Emerging growth company ☒
If an emerging growth company, indicate by check mark if the registrant has elected not to use the extended transition period for complying with any new or revised financial accounting standards provided pursuant to Section 13(a) of the Exchange Act.
EXPLANATORY NOTE: The Company is filing this amendment to correct a typographic error in the signature line to this Current Report on Form 8-K. Other than correcting the typographic error there are no changes from the originally filed 8-K.
Item 4.01 Changes in Registrant’s Certifying Accountant
(a) | Termination of Previous Independent Registered Accounting Firm |
On November 20, 2024, Marcum LLP (“Marcum”) was dismissed by the Audit Committee of the Board of Directors of Greenlane Holdings, Inc. (the “Company”) as the Company’s independent registered public accounting firm, effective as of that date. Marcum’s report on the Company’s consolidated financial statements as of December 31, 2023 and December 31, 2022, did not contain an adverse opinion or a disclaimer of opinion, nor was it qualified or modified as to uncertainty, audit scope or accounting principles, other than in the year ended December 31, 2023, it included an explanatory paragraph regarding substantial doubt as to the Company’s ability to continue as a going concern, and in the year ended December 31, 2022, it included an explanatory paragraph regarding restatement of previously issued financial statements to correct certain misstatements.
During the years ended December 31, 2023 and December 31, 2022 and the subsequent interim period through December 20, 2023, there were no “disagreements” (as such term is defined in Item 304(a)(1)(iv) of Regulation S-K and the related instructions to Item 304) with Marcum on any matter of accounting principles or practices, financial statement disclosure, or auditing scope or procedure, which disagreements if not resolved to the satisfaction of Marcum would have caused Marcum to make reference to the subject matter of the disagreements or reportable events in connection with its reports on the financial statements for such years and interim periods.
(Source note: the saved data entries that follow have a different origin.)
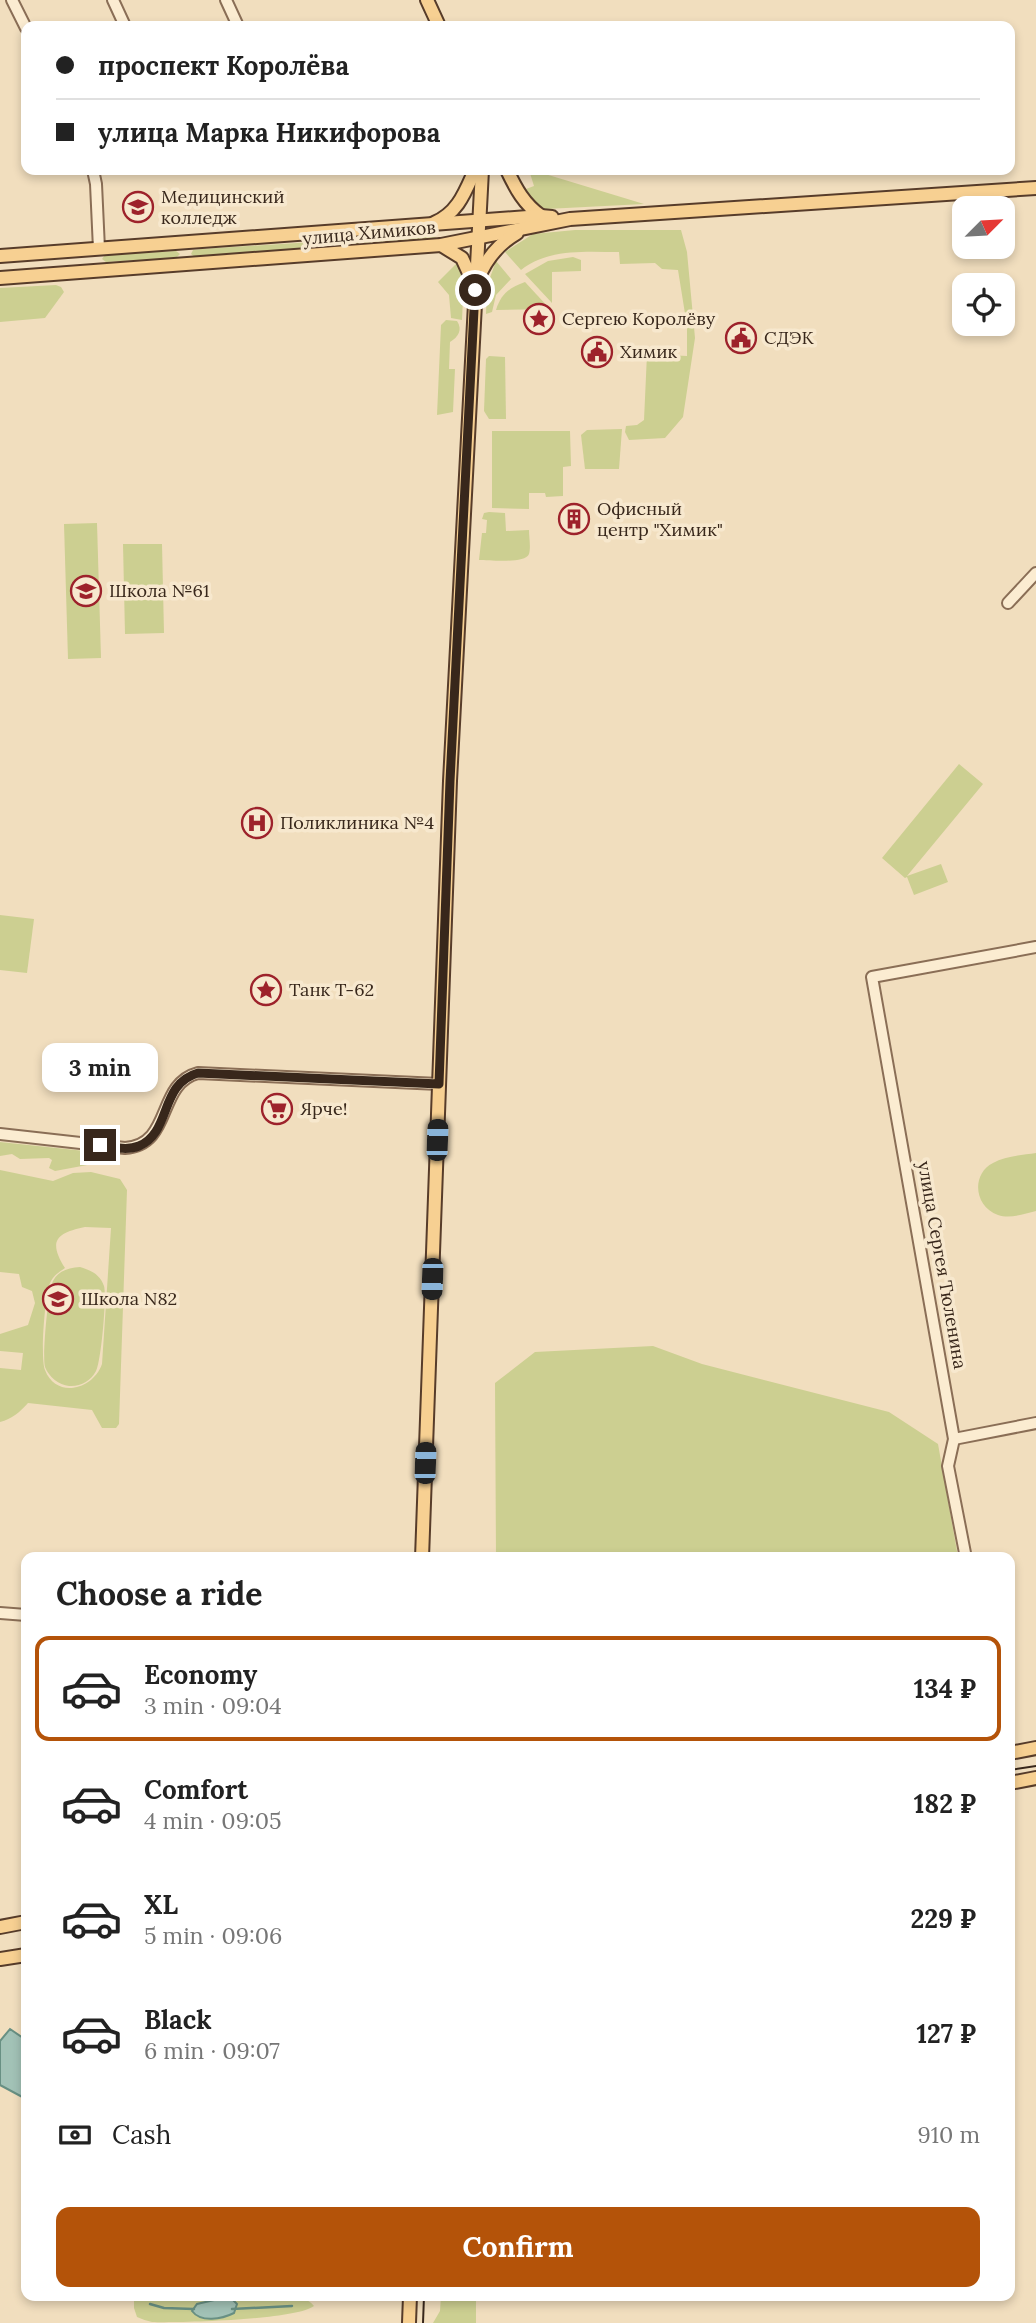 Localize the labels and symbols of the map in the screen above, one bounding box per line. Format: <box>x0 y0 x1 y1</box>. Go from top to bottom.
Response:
place label: Медицинский колледж <box>161 185 285 229</box>
school or university icon: Медицинский колледж <box>121 190 155 224</box>
north arrow <box>952 196 1015 259</box>
street label: улица Химиков <box>301 215 436 250</box>
route start <box>459 274 491 306</box>
place icon: Сергею Королёву <box>522 302 556 336</box>
place label: Сергею Королёву <box>562 307 716 330</box>
public building icon: СДЭК <box>724 321 758 355</box>
place label: СДЭК <box>764 326 814 349</box>
public building icon: Химик <box>580 335 614 369</box>
place label: Химик <box>620 340 678 363</box>
place label: Офисный центр "Химик" <box>597 497 723 541</box>
building icon: Офисный центр "Химик" <box>557 502 591 536</box>
school or university icon: Школа №61 <box>69 574 103 608</box>
place label: Школа №61 <box>109 579 210 602</box>
hospital icon: Поликлиника №4 <box>240 806 274 840</box>
place label: Поликлиника №4 <box>280 811 434 834</box>
place icon: Танк Т-62 <box>249 973 283 1007</box>
place label: Танк Т-62 <box>289 978 374 1001</box>
callout: 3 min <box>42 1044 158 1092</box>
supermarket icon: Ярче! <box>260 1092 294 1126</box>
place label: Ярче! <box>300 1097 347 1120</box>
car <box>426 1119 449 1161</box>
route end <box>84 1129 116 1161</box>
street label: улица Сергея Тюленина <box>913 1159 972 1371</box>
car <box>421 1258 444 1300</box>
school or university icon: Школа N82 <box>41 1282 75 1316</box>
place label: Школа N82 <box>81 1287 177 1310</box>
car <box>414 1442 437 1484</box> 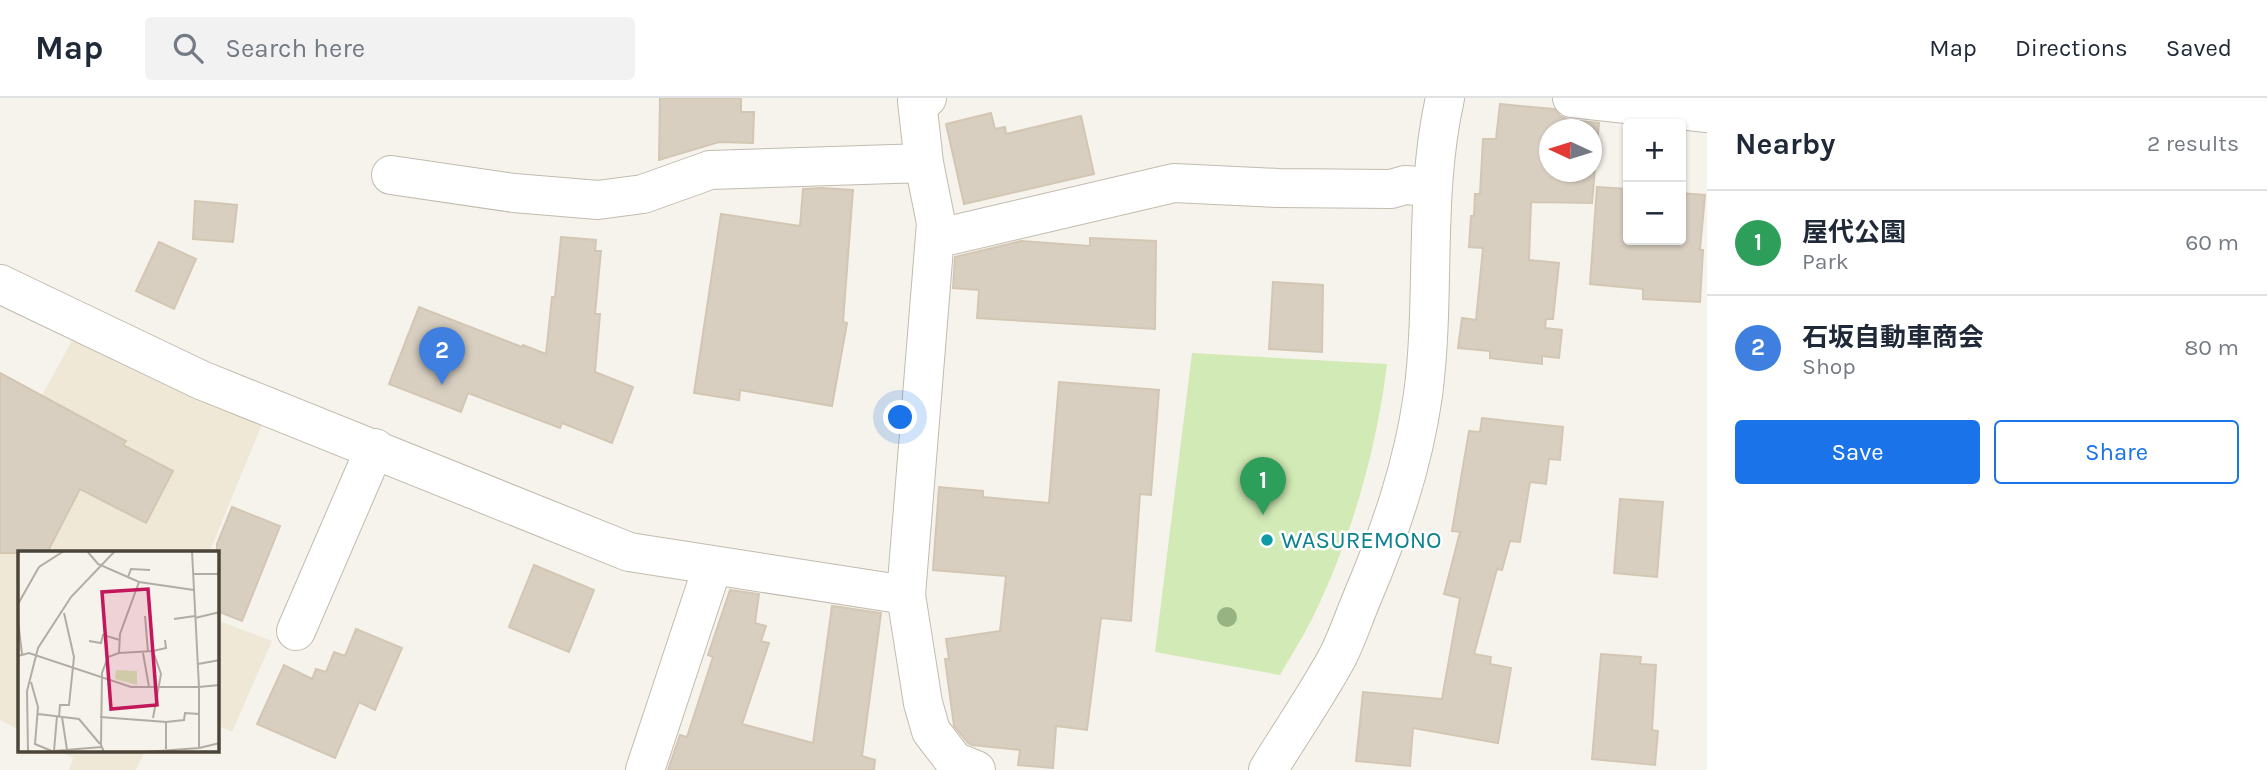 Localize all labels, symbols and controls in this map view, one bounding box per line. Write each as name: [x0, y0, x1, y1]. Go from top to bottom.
search box: [145, 17, 635, 80]
text: Map: [35, 29, 103, 67]
icon: search: [169, 29, 207, 67]
text: Search here: [225, 33, 365, 64]
text: Map: [1929, 34, 1977, 62]
text: Directions: [2015, 34, 2128, 62]
text: Saved: [2166, 34, 2232, 62]
north arrow: [1539, 119, 1602, 182]
map controls: [1623, 119, 1686, 245]
button: +: [1623, 119, 1686, 182]
text: Nearby: [1735, 126, 1835, 162]
text: 2 results: [2147, 130, 2239, 157]
button: −: [1623, 182, 1686, 245]
text: 屋代公園: [1802, 217, 1906, 248]
text: 1: [1754, 229, 1762, 256]
text: 60 m: [2185, 229, 2239, 256]
text: Park: [1802, 248, 1849, 275]
text: 石坂自動車商会: [1802, 322, 1984, 353]
pin: 2: [419, 327, 465, 385]
text: 2: [1751, 334, 1765, 361]
text: 80 m: [2184, 334, 2239, 361]
text: Shop: [1802, 353, 1856, 380]
your location: [883, 400, 917, 434]
button: Save: [1735, 420, 1980, 484]
button: Share: [1994, 420, 2239, 484]
pin: 1: [1240, 457, 1286, 515]
place label: WASUREMONO: [1281, 526, 1442, 554]
marker: WASUREMONO: [1259, 532, 1275, 548]
inset map: [18, 551, 219, 752]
During the years ended December 31, 2023 and December 31, 2022, and the subsequent interim period through November 20, 2024, the Company disclosed several material weaknesses in its internal control over financial reporting in the Company’s Annual Reports on Form 10-K for the years ended December 31, 2023 and 2022 (the “Form 10-K”). As disclosed in Item 9A to the Form 10-K, the Company’s management concluded that as of December 31, 2023 and 2022, the Company’s disclosure controls and procedures were not effective due to material weaknesses identified in internal control over financial reporting, However, after giving full consideration to the material weakness, management believes that the consolidated financial statements included in the Form 10-K were prepared in accordance with US generally accepted accounting principles. Marcum provided written communication to the Audit Committee regarding this material weakness and the subject matter of this material weakness was discussed by the Company’s management and the Audit Committee with Marcum.
There have been no other “reportable events” (as such term is defined in Item 304(a)(1)(v) of Regulation S-K).
In accordance with Item 304(a)(3) of Regulation S-K, the Company provided Marcum with a copy of the disclosure it is making in this Current Report on Form 8-K and requested that Marcum furnish the Company with a copy of its letter addressed to the Securities and Exchange Commission stating whether Marcum agrees with the statements made by the Company in response to Item 304(a) of Regulation S-K. A copy of Marcum’s letter to the SEC dated December 20, 2023 is filed as Exhibit 16.1 to this Current Report on Form 8-K.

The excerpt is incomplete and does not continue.